René est devenu le symbole du « mal du siècle », c’est aussi une thérapie, voire une psychanalyse de Chateaubriand.
Le mal du siècle
Voyons plutôt son autoportrait de dépressif aux comportements labiles : « Mon humeur était impétueuse, mon caractère inégal. Tour à tour bruyant et joyeux, silencieux et triste, je rassemblais autour de moi mes jeunes compagnons ; puis, les abandonnant tout à coup, j’allais m’asseoir à l’écart, pour contempler la nue fugitive, ou entendre la pluie tomber sur le feuillage. ».
Il est amoureux de sa sœur : « Timide et contraint devant mon père, je ne trouvais l’aise et le contentement qu’auprès de ma sœur Amélie. Une douce conformité d’humeur et de goûts m’unissait étroitement à cette sœur. »
« René » est une confession pleine de surprises : « Les Européens, incessamment agités, sont obligés de se bâtir des solitudes. Plus notre cœur est tumultueux et bruyant, plus le calme et le silence nous attirent. », impression d’une réflexion permanente sur la mort : « O hommes, qui ayant vécu loin du monde, avez passé du silence de la vie au silence de la mort, de quel dégoût de la terre vos tombeaux ne remplissaient-ils point mon cœur ? »
On y retrouve aussi le goût du voyage : « Cependant, plein d’ardeur, je m’élançai seul sur cet orageux océan du monde, dont je ne connaissais ni les ports ni les écueils. Je visitai d’abord les peuples qui ne sont plus ; je m’en allai m’asseyant sur les débris de Rome et de la Grèce, pays de forte et d’ingénieuse mémoire, où les palais sont ensevelis dans la poudre, et les mausolées des rois cachés sous les ronces.»
Voici comment il se décrit : « Un jeune homme plein de passions, assis sur la bouche d’un volcan ».
La poésie de son texte : « L’astre, enflammant les vapeurs de la cité, semblait osciller lentement dans un fluide d’or, comme le pendule de l’horloge des siècles. »
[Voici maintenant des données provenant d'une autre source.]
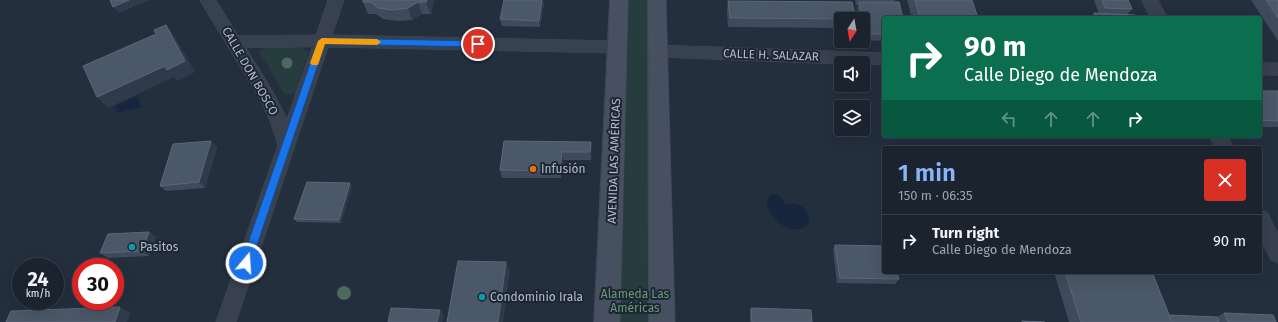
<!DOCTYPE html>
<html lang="en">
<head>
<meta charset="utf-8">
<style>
	:root { --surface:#1b232e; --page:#282f3a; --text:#f1f3f6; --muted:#a0a4aa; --line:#39404a; --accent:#8ab4f8 }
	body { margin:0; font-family:"Fira Sans",sans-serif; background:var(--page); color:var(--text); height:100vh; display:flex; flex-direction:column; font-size:15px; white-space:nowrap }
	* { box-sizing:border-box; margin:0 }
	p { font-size:13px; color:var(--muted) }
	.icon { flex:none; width:22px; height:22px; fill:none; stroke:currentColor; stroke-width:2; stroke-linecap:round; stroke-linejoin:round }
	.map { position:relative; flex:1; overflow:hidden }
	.details { position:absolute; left:882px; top:146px; width:380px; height:128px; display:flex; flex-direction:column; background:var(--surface); border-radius:4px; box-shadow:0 4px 16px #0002,0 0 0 1px var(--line) }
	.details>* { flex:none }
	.banner { position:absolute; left:882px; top:16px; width:380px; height:122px; border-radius:4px; box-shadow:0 4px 16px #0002,0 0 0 1px var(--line); background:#0b6e4f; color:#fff; overflow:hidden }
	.needle { width:26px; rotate:191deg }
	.tools { position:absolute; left:834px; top:12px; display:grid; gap:8px }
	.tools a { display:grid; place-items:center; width:36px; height:36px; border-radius:4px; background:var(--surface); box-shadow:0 4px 16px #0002,0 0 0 1px var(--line); font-size:20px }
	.speed { position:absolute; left:12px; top:258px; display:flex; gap:8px; font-size:20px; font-weight:700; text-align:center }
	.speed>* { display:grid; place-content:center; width:52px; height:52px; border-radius:50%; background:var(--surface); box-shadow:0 4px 16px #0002,0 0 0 1px var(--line); line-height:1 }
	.speed small { font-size:10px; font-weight:400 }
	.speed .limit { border:6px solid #d22; background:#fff; color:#111 }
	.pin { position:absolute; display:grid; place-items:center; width:34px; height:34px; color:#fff; margin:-17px; border:2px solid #fff; border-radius:50%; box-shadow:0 1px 4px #0007 }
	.me { position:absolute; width:44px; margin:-22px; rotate:18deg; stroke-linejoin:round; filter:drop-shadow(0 0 3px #0008) }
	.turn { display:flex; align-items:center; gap:14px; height:84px; padding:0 16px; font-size:18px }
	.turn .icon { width:52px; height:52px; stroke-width:2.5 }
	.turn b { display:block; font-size:28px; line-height:34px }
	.lanes { display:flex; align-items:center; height:38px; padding:0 16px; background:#0003; justify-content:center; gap:20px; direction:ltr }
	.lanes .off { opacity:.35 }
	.round { display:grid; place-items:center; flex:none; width:42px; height:42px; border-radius:4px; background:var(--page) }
	.summary { display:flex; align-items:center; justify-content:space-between; height:68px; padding:0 16px }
	h1 { font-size:24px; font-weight:600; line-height:30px; color:var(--accent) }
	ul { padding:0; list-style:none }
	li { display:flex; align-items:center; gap:12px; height:52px; padding:0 16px; border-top:1px solid var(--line) }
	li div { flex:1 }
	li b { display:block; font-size:15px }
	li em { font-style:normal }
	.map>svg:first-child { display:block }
	.green { fill:#263c3f }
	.water { fill:#17263c }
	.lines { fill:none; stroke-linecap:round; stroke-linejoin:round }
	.street-casing { stroke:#414a57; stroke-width:1 }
	.secondary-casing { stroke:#414a57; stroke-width:1 }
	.street { fill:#38414e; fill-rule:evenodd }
	.secondary { fill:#465061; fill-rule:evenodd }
	.tree { fill:#4b6a5d }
	.wall { fill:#3f4b5c }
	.shaded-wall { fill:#2f3b4b }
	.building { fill:#4b5868; stroke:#5c6777 }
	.route { fill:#1a73e8; stroke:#114b97 }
	.slow { fill:#f59e0b }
	.food-dot { fill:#e8710a; stroke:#1d2633; stroke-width:1.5 }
	.culture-dot { fill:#0f9aa8; stroke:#1d2633; stroke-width:1.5 }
	.labels { text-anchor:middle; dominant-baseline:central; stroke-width:4; stroke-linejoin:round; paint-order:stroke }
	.street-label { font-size:12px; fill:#b4bcc9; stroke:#1d2633 }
	.poi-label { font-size:12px; fill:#b4bcc9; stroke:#1d2633; text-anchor:start }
	.park-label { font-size:12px; fill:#6b9a76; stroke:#1d2633 }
</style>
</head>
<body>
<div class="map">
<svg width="1278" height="322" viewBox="0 0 1278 322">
	<rect width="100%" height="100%" fill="#242f3e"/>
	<g class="green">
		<path d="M 622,0 L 652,0 L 655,322 L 614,322 Z"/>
		<path d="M 267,47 L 300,47 L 308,52 L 296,93 L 287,95 L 283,92 L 267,64 L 259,54 L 261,50 Z"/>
	</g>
	<g class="water">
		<path d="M 137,96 L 141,107 L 117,113 L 115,106 Z"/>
		<path d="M 772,194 C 780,194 781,198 786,204 C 791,204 796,203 801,206 C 808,210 813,222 805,227 C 787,236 765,215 767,198 Z"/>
	</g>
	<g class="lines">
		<defs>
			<g id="street">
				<path d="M 200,0 L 216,0 L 238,36 L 316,35 L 328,0 L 344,0 L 332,35 L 618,41 L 624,43 L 626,47 L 624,51 L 618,53 L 328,47 L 236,322 L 216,322 L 278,145 L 269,118 L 260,99 ZM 312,47 L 287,119 L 272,90 L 246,48 Z"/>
				<path d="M 1142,0 L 1158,0 L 1167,18 L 1151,18 Z"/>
				<path d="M 658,45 L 884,53 L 884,65 L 863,64 L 863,63 L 841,64 L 658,57 L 652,55 L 650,51 L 652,47 Z"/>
				<rect x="1260" y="63" width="18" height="12"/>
				<path d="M 1209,136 L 1227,136 L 1234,148 L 1216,148 Z"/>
				<path d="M 1260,210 L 1267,212 L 1278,234 L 1278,263 L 1271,260 L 1260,238 Z"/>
			</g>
			<g id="secondary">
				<path d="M 610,0 L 628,0 L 620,322 L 594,322 Z"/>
				<path d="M 648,0 L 666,0 L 675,322 L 649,322 Z"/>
			</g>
		</defs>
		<use href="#street" class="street-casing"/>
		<use href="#secondary" class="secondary-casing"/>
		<use href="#street" class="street"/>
		<use href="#secondary" class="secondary"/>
	</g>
	<g class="tree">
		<circle cx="287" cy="63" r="5.5"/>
		<circle cx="344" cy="293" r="7"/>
	</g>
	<g class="wall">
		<path d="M 434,0 L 431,14 L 422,14 L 412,20 L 397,21 L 383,19 L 376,14 L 368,14 L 363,2 Z"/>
		<path d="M 504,0 L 543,0 L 544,4 L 540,27 L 502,26 L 500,19 Z"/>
		<path d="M 855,0 L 895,0 L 884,18 L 884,41 L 864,40 L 863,37 L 863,19 L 859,19 L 857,8 L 858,5 L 856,5 Z"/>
		<path d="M 907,0 L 972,0 L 978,18 L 912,18 Z"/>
		<path d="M 1094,0 L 1128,0 L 1132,9 L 1127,15 L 1136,18 L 1091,18 L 1094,13 L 1099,14 Z"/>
		<path d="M 1251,0 L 1278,0 L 1278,41 Z"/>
		<path d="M 728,1 L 856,19 L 841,19 L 841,28 L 728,27 L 727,10 Z"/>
		<rect x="1260" y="91" width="18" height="36"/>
		<path d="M 211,141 L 217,147 L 205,188 L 166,191 L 160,186 Z"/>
		<path d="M 504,141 L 592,150 L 591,160 L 563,160 L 561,178 L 502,178 L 500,170 Z"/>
		<path d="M 352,186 L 341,223 L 297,222 L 294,219 Z"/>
		<path d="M 149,232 L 156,237 L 149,256 L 108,258 L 100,253 Z"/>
		<path d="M 835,245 L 899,279 L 895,284 L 837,283 L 833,250 Z"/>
		<path d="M 1054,272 L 1152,272 L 1169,315 L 1217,317 L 1224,313 L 1276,322 L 1069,322 Z"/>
		<path d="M 751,308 L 812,322 L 750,322 L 750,312 Z"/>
	</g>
	<g class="shaded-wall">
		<path d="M 129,0 L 150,0 L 119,13 L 113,7 Z"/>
		<path d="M 427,0 L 434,0 L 431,14 L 426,2 Z"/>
		<path d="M 542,0 L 543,0 L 544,4 L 540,27 L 539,21 Z"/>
		<path d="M 418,2 L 422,14 L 412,20 L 408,8 Z"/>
		<path d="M 166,25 L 175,37 L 195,72 L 177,81 L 174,77 L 108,108 L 97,97 Z"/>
		<path d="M 211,141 L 217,147 L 205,188 L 199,182 Z"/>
		<path d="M 591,142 L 592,150 L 591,160 L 590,152 Z"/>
		<path d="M 562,152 L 563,160 L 561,178 L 560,171 Z"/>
		<path d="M 350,183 L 352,186 L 341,223 L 339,220 Z"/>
		<path d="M 149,232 L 156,237 L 149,256 L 142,251 Z"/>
		<path d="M 506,262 L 510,271 L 503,322 L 498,322 Z"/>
		<path d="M 120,307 L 131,313 L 127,322 L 115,322 Z"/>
		<path d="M 440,310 L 444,316 L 442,322 L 437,322 Z"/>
	</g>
	<g class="building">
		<path d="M 110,0 L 129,0 L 113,7 Z"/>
		<path d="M 363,0 L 427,0 L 426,2 L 418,2 L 408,8 L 392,10 L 378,8 L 371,2 L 363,2 Z"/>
		<path d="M 504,0 L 542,0 L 539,21 L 500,19 Z"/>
		<path d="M 915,0 L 972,0 L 978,18 L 920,18 Z"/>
		<path d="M 1102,0 L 1128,0 L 1132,9 L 1105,8 Z"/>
		<path d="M 1266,0 L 1278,0 L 1278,18 Z"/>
		<path d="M 728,1 L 852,2 L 856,19 L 730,18 Z"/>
		<path d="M 859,2 L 899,2 L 903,18 L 884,18 L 884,34 L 866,34 Z"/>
		<path d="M 1094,13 L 1135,15 L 1136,18 L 1096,18 Z"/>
		<path d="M 166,25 L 185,61 L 167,70 L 165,66 L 97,97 L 83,66 L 156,34 L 154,30 Z"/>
		<path d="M 1260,91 L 1278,91 L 1278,121 L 1260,120 Z"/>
		<path d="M 211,141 L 199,182 L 160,186 L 173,144 Z"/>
		<path d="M 504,141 L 591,142 L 590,152 L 562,152 L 560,171 L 500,170 Z"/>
		<path d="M 307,182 L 350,183 L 339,220 L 294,219 Z"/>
		<path d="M 149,232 L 142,251 L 100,253 L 108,234 Z"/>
		<path d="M 835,245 L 884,246 L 884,272 L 897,272 L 899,279 L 840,278 Z"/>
		<path d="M 458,261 L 506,262 L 498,322 L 447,322 Z"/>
		<path d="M 1065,272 L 1152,272 L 1172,322 L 1081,322 Z"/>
		<path d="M 120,307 L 115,322 L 6,322 L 11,311 Z"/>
		<path d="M 391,308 L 440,310 L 437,322 L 388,322 Z"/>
		<path d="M 751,308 L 811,310 L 812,322 L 752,322 Z"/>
		<path d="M 1224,313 L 1273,315 L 1276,322 L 1228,322 Z"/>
		<path d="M 1169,315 L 1217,317 L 1219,322 L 1172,322 Z"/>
		<path d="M 1022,321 L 1045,322 L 1022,322 Z"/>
	</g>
	<path class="route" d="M 322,38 L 478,41 L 482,44 L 478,47 L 325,44 L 251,263 L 250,266 L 246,267 L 243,266 L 241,263 L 318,41 Z"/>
	<path class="slow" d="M 322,38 L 377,39 L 381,42 L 377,45 L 325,44 L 318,65 L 312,65 L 310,63 L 318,41 Z"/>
	<circle class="food-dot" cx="533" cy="169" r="4"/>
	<g class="culture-dot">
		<circle cx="132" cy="247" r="4"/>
		<circle cx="482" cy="297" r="4"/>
	</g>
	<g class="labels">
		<g class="street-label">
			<text transform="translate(771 55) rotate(2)">CALLE H. SALAZAR</text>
			<text transform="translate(250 71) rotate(60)">CALLE DON BOSCO</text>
			<text transform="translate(614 161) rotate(-88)">AVENIDA LAS AMÉRICAS</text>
		</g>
		<g class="poi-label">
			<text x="541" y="169">Infusión</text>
			<text x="140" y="247">Pasitos</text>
			<text x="490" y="297">Condominio Irala</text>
		</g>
		<g class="park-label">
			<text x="635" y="294">Alameda Las<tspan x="635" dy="14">Américas</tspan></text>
		</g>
	</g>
</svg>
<div class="tools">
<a><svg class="needle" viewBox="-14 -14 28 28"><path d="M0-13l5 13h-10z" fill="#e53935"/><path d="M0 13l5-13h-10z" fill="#a0a4aa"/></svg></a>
<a><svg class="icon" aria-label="sound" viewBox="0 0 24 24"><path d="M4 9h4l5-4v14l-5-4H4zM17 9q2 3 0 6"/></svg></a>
<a><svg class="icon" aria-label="layers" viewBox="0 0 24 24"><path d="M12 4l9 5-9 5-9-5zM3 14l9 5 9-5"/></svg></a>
</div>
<div class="speed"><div>24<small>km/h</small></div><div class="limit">30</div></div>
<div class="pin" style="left:478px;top:44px;background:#d93025"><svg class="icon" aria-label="arrive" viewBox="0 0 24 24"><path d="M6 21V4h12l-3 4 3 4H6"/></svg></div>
<svg class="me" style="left:246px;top:263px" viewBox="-20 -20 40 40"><circle r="17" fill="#1a73e8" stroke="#fff" stroke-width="3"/><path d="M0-11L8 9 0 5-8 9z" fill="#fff"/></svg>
<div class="banner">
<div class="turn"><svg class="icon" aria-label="right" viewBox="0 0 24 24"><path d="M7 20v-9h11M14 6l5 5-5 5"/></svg><div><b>90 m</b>Calle Diego de Mendoza</div></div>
<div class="lanes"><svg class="icon off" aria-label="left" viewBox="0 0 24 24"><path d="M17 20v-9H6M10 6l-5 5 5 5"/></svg><svg class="icon off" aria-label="ahead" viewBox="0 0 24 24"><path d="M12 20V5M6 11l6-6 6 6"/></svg><svg class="icon off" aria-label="ahead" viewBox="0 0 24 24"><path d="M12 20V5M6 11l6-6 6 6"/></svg><svg class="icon" aria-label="right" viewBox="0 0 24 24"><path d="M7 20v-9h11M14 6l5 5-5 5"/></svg></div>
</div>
<section class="details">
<div class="summary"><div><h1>1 min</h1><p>150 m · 06:35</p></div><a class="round" style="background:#d93025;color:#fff"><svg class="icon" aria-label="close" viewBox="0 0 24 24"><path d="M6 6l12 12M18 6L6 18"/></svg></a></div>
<ul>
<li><svg class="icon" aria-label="right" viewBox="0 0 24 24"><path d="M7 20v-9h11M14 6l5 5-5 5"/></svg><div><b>Turn right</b><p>Calle Diego de Mendoza</p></div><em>90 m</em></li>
</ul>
</section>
</div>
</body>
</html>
Et voici le mal-être ; la modernité de ces phrases est étonnante : « On m’accuse d’avoir des goûts inconstants, de ne pouvoir jouir longtemps de la même chimère, d’être la proie d’une imagination qui se hâte d’arriver au fond de mes plaisirs, comme si elle était accablée de leur durée, on m’accuse de passer toujours le bruit que je puis atteindre… »…on dirait presque des paroles de rock : « Sans parents, sans amis, pour ainsi dire seul sur la terre, n’ayant point encore aimé, j’étais accablé d’une surabondance de vie. » ou « La nuit, lorsque l’aquilon ébranlait ma chaumière, que les pluies tombaient en torrent sur mon toit, qu’à travers ma fenêtre, je voyais la lune sillonner les nuages amoncelés, comme pâle vaisseau qui laboure les vagues, il me semblait que la vie redoublait au fond de mon cœur, que j’aurais eu la puissance de créer des mondes. »
« René » est un des chefs d’œuvre de la littérature romantique.